Television

Cheerleader Girlfriends and Sinus Infections

Two new shows about high-school sports.

Jimmy Godeck in Nimrod Nation

Maybe it’s time to retire the practice of weaving radio broadcasts through shows about high-school sports teams and the small towns that pulse to their rhythms. Thus, last year, began the still-fantastic Friday Night Lights—a man on the airwaves giving you twangs of exposition about the Dillon Panthers. Thus, last Monday, began Nimrod Nation (Sundance, 9 p.m. ET), an eight-part nonfiction series about the boys’ basketball team at Watersmeet Township School, a K-12 outfit in Michigan’s Upper Peninsula. That’s apparently in the northern part of the USA, so when the radio hosts aren’t fretting manfully about whether the team will return to the state tournament, they say things like “at least we’ll get above zero today, by the looks of things,” and “it’s 27 below zero,” and “we’ll get up to absolute zero this afternoon.” And thus, on Thursday, Varsity Inc. (ESPN2, 11 p.m. ET) begins spiraling around the football team in West Monroe, La., where, with no drama to be milked from the daily weather report, we simply hear the talk-show hosts berating teenagers, stoking quarterback controversies, and forging the local consciousness.

The radio device is obviously enticing to producers, what with the economical way it readies the viewer for the play-by-play voice-over of game day and creates a vision of a community joined by hanging on a natural narrator’s every word.

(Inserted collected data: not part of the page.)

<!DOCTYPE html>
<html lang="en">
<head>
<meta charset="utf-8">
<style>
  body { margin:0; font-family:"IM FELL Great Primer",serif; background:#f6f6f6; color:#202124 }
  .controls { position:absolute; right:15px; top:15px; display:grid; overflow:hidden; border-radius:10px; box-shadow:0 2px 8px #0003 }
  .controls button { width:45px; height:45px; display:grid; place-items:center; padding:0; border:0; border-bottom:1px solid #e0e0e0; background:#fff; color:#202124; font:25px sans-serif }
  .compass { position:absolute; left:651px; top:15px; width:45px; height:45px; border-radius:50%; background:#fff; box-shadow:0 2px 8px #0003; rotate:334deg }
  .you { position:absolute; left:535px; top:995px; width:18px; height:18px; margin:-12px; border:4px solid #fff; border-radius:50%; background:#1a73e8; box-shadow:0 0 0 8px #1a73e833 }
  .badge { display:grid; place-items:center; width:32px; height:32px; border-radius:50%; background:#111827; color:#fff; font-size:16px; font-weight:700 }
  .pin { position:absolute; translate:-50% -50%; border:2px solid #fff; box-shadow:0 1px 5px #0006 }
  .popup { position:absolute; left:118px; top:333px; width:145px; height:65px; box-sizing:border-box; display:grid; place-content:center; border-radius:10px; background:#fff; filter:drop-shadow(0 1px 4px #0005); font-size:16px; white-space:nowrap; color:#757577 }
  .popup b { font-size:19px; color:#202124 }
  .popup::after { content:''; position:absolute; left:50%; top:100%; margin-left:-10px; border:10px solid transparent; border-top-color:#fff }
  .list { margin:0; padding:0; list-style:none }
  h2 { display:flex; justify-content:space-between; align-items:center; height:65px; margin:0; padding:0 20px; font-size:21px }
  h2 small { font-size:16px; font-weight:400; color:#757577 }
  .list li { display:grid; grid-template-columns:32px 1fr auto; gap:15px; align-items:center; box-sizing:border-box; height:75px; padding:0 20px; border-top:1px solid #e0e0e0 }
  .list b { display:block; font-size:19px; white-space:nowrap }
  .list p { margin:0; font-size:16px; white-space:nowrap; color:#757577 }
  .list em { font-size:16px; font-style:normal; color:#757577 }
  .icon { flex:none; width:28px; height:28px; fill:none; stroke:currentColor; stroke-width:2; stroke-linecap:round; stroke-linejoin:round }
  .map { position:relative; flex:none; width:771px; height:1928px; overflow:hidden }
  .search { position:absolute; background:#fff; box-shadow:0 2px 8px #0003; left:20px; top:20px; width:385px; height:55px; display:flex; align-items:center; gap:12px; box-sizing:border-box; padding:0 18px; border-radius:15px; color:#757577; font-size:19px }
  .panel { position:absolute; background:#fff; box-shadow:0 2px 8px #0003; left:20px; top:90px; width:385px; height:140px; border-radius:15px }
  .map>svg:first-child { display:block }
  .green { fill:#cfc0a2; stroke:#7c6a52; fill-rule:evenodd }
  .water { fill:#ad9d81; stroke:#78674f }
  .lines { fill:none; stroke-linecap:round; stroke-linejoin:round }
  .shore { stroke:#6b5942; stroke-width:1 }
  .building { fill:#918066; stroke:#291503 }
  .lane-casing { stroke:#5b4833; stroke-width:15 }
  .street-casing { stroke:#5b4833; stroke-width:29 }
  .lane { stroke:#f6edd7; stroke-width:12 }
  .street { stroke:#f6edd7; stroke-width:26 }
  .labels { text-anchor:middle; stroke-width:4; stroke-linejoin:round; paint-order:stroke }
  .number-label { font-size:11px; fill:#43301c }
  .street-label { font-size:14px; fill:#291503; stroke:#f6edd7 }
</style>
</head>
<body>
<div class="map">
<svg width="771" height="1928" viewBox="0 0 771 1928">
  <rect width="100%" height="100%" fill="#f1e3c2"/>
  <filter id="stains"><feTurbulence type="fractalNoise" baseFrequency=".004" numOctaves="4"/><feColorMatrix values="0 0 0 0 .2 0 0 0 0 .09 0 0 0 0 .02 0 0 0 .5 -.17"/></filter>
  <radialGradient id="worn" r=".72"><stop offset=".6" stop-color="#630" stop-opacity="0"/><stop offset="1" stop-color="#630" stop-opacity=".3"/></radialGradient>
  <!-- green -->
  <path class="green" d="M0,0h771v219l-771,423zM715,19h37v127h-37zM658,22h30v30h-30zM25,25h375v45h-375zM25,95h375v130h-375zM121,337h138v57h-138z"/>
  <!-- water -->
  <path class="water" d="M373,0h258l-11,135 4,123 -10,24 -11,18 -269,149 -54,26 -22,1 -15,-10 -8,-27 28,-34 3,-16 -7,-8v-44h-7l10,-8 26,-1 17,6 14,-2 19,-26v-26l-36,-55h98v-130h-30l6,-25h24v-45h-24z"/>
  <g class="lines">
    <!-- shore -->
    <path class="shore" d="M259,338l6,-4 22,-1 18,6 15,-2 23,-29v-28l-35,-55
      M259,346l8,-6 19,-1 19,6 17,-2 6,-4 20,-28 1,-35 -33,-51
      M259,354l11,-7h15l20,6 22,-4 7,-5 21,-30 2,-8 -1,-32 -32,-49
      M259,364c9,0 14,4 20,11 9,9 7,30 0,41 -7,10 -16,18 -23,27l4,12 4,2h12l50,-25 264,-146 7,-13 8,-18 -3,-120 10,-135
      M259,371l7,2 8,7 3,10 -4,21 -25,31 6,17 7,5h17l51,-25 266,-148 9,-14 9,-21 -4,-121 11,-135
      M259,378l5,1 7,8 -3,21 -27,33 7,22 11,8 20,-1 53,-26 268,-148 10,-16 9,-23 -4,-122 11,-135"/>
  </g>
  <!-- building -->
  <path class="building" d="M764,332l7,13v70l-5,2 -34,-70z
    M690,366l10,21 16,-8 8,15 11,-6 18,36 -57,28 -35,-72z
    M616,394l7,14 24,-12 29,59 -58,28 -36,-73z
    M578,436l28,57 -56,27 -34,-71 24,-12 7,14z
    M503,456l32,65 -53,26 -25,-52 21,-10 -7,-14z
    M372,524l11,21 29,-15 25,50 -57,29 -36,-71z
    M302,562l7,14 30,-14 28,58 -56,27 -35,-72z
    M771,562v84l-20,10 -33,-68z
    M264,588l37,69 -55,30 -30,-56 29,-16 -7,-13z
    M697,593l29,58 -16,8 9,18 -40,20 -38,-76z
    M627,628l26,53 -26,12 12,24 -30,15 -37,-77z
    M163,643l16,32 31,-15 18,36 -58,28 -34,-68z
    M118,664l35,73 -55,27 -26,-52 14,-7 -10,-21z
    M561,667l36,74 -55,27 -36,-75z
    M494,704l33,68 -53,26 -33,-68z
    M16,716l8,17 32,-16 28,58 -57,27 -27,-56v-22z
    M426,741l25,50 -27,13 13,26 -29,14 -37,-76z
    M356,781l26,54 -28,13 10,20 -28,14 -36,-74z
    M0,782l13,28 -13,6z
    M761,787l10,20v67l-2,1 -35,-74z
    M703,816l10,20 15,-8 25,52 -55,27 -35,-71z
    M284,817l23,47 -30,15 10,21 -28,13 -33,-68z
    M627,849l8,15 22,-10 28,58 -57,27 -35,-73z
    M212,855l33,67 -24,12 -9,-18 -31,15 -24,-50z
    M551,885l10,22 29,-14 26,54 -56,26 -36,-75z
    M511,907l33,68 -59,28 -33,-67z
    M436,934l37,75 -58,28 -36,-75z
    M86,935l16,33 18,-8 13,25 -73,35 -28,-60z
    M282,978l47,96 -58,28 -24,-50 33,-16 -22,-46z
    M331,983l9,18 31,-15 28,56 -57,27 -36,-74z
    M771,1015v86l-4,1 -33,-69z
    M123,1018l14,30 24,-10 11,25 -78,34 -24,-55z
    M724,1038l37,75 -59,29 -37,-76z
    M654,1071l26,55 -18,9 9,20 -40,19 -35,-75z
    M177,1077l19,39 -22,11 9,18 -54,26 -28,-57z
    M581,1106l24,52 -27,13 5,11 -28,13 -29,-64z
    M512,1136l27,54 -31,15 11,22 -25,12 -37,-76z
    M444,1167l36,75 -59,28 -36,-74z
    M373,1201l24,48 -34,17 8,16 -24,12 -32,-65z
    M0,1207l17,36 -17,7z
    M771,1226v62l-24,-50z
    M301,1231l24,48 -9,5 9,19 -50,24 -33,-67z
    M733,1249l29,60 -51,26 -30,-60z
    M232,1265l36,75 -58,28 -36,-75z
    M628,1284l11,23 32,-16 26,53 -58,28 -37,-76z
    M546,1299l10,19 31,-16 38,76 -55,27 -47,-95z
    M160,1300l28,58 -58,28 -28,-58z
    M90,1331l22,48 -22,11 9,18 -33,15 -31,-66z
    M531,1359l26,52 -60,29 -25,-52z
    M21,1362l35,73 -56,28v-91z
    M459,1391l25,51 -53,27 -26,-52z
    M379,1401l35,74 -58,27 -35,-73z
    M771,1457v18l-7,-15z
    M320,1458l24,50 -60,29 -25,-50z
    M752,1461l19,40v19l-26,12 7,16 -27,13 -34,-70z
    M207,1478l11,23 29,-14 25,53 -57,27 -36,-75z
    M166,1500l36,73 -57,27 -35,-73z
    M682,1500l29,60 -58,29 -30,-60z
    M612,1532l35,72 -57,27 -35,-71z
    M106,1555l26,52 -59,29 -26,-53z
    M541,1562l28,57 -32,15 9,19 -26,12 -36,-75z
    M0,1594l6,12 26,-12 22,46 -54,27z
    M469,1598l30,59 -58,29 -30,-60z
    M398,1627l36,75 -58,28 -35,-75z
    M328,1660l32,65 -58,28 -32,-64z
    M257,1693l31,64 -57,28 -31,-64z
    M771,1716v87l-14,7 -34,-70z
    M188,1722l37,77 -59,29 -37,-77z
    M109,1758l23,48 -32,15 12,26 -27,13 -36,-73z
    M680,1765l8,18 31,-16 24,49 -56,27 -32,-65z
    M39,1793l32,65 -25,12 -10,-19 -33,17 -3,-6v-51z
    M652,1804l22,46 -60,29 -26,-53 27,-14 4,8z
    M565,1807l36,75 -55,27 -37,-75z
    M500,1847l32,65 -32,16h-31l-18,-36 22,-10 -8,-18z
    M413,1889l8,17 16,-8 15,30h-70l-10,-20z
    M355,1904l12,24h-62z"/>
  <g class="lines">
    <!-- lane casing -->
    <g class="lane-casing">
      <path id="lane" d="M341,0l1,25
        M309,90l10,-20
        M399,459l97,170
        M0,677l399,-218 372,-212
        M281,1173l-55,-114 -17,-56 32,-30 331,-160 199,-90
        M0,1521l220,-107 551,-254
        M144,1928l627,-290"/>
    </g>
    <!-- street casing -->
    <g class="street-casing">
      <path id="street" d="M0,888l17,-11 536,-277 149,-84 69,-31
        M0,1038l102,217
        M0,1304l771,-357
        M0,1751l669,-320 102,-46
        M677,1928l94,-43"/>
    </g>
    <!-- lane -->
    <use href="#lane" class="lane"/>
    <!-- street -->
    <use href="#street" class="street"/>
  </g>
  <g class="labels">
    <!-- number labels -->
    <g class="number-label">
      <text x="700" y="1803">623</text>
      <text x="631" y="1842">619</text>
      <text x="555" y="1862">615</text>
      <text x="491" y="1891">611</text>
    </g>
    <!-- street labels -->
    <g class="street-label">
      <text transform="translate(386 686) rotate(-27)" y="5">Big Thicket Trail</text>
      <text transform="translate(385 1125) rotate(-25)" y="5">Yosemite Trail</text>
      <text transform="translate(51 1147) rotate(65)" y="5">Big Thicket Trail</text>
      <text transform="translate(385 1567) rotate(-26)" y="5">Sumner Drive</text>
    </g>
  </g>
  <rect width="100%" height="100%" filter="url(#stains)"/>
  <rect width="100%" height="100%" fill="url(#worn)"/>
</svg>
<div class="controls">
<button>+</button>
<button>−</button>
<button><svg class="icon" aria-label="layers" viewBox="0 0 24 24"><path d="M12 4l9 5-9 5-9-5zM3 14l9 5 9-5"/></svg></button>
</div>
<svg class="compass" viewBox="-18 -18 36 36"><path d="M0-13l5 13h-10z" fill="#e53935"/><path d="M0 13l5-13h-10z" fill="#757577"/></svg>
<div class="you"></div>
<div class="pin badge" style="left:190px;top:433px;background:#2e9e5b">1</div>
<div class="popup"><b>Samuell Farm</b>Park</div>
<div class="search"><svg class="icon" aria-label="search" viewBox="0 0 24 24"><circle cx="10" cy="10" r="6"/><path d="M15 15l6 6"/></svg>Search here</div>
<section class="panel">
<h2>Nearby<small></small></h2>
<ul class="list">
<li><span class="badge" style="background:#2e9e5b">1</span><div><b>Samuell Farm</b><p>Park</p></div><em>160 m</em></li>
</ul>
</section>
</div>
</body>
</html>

And yet it lacks hustle. Please cut it out.

According to going cultural prejudices, I ought to describe Nimrod Nation as a documentary and Varsity Inc. as a reality show. The former—directed by Brett Morgan, best known for The Kid Stays in the Picture, the memoir of the talented and overtanned Hollywood producer Robert Evans—makes a greater effort at telling a story about a community. Its herky-jerky narrative involves a teenage pregnancy, the despoiling of nature, and the erosion of Native American culture. Horribly, its music is Very Serious. Nimrod Nation has been defaced by its own score, strings and reeds that constantly drip and gloop and burble over with pathos no matter what’s happening on-screen: tipoffs, buzzer-beaters, free-throw practice, whatever.

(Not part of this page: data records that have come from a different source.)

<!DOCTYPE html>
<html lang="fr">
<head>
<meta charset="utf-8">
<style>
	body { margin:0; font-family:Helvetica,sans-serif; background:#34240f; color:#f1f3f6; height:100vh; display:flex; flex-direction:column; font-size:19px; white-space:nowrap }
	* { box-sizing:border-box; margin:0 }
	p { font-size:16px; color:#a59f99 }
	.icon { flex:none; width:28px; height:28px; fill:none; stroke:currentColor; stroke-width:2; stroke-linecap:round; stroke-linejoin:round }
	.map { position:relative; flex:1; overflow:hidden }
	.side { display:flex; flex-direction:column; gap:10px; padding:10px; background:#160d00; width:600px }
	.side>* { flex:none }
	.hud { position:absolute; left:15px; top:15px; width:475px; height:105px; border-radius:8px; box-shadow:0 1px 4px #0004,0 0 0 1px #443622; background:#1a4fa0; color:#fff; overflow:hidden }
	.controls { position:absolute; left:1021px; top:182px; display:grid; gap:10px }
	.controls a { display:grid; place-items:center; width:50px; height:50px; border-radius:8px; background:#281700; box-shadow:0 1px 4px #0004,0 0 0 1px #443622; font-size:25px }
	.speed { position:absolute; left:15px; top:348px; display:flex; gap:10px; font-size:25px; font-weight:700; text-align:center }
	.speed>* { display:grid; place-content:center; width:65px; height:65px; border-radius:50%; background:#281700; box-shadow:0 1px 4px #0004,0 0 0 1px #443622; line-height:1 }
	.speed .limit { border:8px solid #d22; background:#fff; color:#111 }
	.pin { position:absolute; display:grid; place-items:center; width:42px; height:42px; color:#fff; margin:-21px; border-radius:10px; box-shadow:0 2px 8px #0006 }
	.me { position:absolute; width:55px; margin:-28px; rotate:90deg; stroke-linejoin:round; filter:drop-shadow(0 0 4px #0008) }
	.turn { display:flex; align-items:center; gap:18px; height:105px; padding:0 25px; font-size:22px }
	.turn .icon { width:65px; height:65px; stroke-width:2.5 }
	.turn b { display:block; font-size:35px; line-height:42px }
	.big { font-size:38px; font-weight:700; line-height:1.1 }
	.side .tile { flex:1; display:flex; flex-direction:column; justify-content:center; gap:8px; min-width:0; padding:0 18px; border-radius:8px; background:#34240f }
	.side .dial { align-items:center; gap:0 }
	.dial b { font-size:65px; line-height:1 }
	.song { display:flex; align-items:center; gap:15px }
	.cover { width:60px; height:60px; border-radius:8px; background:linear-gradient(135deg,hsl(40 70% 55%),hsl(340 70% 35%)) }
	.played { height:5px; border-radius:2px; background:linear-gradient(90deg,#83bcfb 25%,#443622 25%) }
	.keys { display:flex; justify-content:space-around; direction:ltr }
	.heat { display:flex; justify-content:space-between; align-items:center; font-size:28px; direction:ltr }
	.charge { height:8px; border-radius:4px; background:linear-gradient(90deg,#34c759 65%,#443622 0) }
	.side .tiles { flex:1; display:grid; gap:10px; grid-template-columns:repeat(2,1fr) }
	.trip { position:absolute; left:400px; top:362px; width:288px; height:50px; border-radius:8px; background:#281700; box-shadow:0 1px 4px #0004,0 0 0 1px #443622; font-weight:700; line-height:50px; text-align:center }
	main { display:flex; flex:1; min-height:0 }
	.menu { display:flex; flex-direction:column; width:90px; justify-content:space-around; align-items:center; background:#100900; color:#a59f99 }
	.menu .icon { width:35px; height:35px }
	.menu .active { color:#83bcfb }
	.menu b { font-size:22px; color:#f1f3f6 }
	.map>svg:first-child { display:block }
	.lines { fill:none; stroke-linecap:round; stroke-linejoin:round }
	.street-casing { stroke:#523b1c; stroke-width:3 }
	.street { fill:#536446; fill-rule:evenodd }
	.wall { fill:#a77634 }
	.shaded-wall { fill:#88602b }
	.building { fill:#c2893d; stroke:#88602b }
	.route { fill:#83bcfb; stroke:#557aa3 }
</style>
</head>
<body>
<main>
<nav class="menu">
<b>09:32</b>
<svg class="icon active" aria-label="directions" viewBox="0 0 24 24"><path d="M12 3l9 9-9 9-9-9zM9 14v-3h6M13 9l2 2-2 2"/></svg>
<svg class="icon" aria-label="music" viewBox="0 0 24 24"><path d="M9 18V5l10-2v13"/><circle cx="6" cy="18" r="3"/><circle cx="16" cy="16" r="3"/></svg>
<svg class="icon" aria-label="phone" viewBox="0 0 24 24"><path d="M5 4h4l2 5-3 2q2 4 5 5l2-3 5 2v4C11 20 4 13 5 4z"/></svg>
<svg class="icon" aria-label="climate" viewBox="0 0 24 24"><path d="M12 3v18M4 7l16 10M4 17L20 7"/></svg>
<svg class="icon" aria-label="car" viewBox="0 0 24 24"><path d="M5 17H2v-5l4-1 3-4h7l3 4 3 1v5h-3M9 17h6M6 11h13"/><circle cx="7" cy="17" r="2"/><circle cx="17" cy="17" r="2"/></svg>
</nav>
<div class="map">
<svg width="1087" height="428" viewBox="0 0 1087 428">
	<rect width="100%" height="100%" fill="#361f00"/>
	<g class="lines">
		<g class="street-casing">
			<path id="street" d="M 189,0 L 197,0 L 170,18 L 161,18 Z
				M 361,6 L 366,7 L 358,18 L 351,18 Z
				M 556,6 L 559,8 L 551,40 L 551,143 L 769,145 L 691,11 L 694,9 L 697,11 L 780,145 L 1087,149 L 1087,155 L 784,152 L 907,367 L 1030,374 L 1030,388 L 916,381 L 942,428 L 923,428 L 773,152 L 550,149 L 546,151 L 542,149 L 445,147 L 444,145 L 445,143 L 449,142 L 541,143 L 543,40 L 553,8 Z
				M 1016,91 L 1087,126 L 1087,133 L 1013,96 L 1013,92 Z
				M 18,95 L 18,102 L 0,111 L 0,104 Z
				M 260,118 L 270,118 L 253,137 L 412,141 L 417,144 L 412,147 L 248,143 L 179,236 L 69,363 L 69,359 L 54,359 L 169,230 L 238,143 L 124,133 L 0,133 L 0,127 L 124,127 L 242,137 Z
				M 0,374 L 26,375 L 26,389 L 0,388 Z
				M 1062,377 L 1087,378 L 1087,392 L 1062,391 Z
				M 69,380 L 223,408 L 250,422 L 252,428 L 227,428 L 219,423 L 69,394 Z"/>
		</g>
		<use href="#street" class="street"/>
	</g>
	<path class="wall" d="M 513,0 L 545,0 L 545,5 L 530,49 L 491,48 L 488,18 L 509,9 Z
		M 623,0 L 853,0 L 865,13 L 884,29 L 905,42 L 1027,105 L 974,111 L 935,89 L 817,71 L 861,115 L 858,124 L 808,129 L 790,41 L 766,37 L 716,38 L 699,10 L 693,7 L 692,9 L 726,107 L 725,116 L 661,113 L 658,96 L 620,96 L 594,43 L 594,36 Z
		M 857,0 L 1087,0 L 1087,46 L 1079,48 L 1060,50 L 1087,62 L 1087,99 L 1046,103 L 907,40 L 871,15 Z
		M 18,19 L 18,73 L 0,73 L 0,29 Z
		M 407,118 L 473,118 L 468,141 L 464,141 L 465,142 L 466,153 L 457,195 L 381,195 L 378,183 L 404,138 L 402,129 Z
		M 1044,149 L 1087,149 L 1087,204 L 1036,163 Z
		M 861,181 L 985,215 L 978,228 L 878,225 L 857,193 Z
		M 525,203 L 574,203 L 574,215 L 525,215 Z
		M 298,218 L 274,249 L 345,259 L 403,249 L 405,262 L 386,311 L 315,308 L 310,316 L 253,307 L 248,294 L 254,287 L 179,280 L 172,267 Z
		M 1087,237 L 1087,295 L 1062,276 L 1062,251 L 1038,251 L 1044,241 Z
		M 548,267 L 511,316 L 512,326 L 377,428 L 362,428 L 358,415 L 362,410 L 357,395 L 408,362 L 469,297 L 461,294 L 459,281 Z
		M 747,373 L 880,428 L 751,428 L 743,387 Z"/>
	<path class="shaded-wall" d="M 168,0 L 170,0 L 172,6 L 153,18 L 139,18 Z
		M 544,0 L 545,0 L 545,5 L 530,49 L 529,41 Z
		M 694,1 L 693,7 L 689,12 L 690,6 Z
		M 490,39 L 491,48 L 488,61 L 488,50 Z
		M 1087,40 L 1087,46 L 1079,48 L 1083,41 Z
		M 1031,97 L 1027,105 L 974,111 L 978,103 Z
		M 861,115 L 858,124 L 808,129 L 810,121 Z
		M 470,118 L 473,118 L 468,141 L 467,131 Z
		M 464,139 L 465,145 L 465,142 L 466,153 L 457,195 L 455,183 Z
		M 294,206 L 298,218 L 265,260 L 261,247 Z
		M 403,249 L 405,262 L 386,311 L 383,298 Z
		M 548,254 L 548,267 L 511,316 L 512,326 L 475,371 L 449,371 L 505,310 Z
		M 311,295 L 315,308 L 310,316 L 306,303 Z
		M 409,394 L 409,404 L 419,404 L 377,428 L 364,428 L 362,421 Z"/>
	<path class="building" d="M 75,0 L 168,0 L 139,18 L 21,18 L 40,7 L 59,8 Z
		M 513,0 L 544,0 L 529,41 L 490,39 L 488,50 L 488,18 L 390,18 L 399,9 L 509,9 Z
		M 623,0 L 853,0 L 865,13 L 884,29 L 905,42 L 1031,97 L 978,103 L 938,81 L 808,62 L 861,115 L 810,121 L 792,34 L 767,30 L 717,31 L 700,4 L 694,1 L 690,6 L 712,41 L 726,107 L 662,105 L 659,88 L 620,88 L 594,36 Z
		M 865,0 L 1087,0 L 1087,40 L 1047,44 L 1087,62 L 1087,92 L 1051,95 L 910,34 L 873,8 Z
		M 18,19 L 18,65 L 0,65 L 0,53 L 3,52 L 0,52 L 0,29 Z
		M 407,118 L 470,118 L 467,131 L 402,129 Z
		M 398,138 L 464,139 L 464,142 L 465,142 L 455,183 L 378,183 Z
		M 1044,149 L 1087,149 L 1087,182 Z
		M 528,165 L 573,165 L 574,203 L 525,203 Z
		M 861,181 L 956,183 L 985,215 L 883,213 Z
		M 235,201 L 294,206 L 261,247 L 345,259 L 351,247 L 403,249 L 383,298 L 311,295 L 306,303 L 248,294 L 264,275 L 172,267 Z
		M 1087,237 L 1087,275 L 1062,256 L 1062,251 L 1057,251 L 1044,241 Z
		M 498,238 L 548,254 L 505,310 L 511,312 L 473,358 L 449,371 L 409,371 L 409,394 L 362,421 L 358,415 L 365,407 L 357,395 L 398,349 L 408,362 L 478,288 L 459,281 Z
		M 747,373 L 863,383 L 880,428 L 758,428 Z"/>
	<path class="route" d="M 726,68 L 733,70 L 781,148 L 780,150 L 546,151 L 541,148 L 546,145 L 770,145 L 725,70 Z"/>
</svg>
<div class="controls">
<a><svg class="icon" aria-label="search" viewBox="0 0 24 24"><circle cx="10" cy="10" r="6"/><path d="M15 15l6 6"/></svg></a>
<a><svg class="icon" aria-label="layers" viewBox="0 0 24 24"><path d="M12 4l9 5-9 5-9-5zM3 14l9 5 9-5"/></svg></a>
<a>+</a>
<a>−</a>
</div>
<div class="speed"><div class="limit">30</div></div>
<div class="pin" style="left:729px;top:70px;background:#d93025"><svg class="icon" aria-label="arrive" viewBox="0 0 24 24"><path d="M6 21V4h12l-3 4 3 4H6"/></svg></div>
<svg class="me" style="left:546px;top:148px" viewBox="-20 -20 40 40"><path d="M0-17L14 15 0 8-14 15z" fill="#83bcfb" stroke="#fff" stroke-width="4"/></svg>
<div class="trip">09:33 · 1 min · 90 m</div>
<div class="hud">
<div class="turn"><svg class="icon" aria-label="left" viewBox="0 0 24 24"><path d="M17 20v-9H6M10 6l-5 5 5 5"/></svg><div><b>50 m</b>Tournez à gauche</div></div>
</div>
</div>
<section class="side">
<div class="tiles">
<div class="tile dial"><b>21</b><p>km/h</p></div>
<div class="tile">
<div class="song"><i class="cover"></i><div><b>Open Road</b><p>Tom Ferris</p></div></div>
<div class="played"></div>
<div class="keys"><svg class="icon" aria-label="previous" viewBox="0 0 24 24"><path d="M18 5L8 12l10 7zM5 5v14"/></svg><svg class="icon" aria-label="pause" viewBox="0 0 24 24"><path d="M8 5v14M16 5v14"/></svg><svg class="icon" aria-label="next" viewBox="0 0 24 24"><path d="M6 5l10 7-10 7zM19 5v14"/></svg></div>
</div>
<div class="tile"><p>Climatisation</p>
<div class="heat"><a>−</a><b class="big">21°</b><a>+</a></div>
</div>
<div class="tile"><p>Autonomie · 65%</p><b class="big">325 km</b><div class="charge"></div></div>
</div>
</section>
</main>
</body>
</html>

Meanwhile, Varsity Inc. is all quick cuts and slow burns. It’s rather like Friday Night Lights on steroids, which is to say that it’s irritable, overly aggressive, and kind of oily. Early in the first of its six episodes, the coach tells the young men that there are no stars on his team. A little bit later, we meet the stars of this show: the quarterback with the cheerleader girlfriend and the sudden sinus infection. The second-string QB who may or may not be ready for the big time. The cocky fullback who’s suddenly all thumbs. And then we have the coaches, who ceaselessly yell with the hoarse authority of drill sergeants, or so it would seem, if, half the time, they weren’t yelling at the players for walking away from them while they were yelling.

Both of the shows come tantalizingly close to offering intimate glimpses of awkward relationships. Up in Watersmeet, the coach, George Peterson III, is also the school principal and one of his starters, George Peterson IV, is also a C student. Down in West Monroe, the two rival quarterbacks’ fathers—one a white policeman, the other a black pastor—each ditch work to watch practice, trading good-natured jokes as they size up their sons. But both Nimrod Nation and Varsity Inc. are really geared to evoke nostalgia for the viewer’s adolescence and for Normal Rockwell’s America. They’re cheerleading for the simple and clear-cut life of victory and defeat, home and away, and why not? Go, fight, win.